Activity —
Only lines with the string "rows" matter here; gather them from the material below.

Stored data —

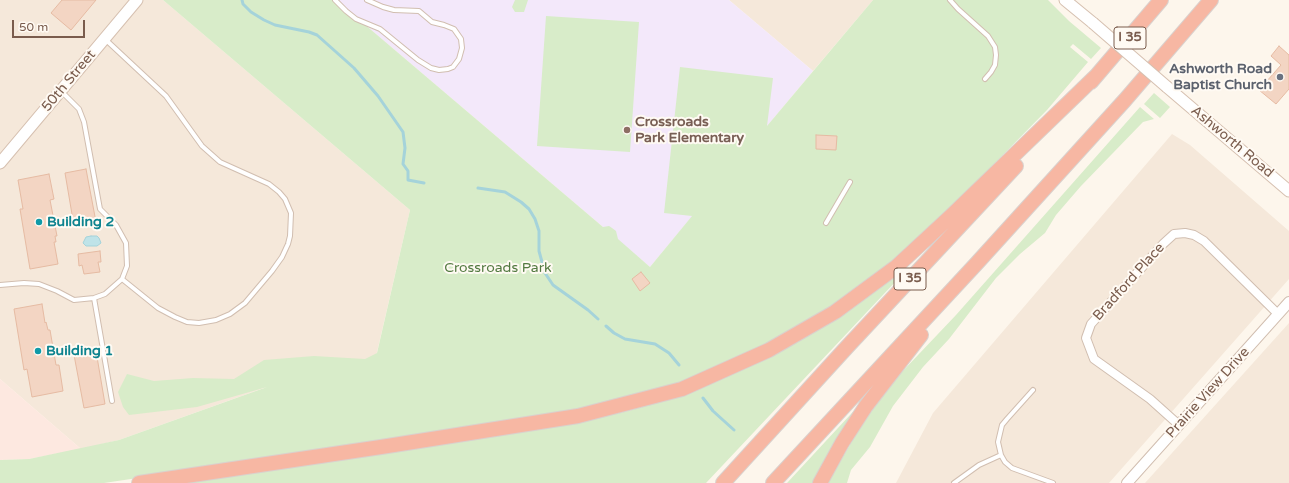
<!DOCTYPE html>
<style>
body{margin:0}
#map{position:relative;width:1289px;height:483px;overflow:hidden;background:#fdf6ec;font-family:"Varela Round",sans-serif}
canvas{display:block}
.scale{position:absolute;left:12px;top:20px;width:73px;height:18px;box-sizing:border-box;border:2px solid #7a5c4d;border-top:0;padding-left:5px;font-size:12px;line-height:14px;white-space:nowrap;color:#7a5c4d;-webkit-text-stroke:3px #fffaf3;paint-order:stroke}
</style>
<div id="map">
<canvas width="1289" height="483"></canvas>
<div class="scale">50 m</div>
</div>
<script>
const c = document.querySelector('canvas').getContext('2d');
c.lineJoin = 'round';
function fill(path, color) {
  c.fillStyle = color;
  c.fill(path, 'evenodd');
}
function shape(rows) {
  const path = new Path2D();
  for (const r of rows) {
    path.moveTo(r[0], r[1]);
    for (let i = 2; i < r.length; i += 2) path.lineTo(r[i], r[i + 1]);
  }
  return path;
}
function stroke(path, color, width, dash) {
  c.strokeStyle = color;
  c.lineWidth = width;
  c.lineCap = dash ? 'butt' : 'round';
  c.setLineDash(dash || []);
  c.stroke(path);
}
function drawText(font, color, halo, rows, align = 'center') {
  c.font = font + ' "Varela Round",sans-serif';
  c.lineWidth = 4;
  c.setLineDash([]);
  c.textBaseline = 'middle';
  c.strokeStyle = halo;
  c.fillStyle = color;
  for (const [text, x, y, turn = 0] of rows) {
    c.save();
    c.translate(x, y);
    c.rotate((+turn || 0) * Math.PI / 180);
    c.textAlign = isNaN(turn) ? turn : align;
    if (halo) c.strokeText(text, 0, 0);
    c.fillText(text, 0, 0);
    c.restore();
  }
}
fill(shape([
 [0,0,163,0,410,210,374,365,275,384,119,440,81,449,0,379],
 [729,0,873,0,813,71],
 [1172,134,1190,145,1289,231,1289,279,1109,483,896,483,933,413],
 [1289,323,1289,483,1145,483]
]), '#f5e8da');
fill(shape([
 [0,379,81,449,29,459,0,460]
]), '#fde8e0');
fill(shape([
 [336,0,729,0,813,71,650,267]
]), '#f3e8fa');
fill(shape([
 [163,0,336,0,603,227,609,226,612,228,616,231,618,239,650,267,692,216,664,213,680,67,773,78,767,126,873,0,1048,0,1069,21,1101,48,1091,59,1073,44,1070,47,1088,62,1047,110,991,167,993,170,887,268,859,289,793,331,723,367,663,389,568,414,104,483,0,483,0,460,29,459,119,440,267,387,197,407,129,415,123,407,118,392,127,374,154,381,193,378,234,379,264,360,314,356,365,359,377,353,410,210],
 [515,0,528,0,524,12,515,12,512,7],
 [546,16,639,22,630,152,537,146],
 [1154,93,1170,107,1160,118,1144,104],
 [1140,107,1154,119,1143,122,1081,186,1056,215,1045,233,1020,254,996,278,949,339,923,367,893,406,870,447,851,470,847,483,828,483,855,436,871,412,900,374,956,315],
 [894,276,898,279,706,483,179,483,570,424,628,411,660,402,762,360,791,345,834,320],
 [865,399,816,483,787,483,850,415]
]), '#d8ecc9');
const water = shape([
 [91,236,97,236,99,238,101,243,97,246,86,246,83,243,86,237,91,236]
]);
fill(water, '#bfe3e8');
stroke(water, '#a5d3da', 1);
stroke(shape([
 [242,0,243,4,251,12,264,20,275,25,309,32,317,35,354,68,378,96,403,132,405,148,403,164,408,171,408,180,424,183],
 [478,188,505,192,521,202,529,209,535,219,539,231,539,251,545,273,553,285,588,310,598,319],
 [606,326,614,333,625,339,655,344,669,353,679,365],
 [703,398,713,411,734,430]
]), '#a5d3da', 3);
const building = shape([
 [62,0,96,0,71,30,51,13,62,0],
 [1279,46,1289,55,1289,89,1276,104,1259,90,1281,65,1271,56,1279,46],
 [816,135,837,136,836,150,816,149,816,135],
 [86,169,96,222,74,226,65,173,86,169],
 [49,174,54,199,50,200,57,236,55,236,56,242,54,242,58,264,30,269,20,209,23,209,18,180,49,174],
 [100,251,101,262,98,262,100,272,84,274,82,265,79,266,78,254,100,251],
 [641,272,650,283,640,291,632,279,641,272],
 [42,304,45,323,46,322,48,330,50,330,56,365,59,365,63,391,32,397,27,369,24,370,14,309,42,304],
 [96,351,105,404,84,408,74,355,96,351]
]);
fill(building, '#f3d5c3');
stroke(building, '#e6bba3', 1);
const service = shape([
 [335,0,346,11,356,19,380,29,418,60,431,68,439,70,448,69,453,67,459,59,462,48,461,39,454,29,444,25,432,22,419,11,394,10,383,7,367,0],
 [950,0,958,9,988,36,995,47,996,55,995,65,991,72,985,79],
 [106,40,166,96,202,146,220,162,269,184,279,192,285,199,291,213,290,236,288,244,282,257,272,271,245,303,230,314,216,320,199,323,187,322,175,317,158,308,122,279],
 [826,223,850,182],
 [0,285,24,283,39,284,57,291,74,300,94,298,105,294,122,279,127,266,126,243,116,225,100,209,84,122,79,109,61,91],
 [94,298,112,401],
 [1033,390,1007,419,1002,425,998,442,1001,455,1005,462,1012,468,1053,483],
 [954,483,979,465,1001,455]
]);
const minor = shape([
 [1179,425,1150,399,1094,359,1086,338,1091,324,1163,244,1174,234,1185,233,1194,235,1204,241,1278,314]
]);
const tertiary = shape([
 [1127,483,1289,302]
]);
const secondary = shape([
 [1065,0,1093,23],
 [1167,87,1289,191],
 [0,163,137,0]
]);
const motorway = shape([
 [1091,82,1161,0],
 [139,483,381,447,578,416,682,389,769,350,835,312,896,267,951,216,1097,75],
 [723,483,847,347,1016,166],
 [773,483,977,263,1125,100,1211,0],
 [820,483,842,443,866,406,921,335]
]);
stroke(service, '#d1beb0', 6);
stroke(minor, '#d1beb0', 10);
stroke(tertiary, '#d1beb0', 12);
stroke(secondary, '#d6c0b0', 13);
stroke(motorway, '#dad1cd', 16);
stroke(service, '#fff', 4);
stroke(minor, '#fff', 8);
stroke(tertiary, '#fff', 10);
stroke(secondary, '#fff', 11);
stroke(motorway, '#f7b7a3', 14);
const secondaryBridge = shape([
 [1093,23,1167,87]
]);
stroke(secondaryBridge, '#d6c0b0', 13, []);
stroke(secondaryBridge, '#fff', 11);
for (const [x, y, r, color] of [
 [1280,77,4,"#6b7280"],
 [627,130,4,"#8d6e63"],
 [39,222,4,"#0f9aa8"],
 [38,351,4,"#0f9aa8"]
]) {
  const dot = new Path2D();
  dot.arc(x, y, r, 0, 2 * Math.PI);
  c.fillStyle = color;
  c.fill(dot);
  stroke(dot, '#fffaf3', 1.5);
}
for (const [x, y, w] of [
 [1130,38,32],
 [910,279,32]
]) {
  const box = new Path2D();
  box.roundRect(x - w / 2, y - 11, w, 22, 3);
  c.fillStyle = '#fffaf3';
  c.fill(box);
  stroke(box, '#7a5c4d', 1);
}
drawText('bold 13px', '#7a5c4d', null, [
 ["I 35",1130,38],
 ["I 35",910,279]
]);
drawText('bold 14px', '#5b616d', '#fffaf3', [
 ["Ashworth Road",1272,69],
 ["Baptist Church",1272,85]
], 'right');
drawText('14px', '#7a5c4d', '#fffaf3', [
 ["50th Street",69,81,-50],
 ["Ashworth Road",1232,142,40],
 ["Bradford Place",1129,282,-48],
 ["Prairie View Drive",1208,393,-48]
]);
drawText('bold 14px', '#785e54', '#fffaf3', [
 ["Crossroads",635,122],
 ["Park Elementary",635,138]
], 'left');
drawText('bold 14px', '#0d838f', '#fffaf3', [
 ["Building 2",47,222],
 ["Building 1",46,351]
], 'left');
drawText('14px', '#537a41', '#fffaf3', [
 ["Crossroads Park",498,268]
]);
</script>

Response to the exercise —
function shape(rows) {
  for (const r of rows) {
function drawText(font, color, halo, rows, align = 'center') {
  for (const [text, x, y, turn = 0] of rows) {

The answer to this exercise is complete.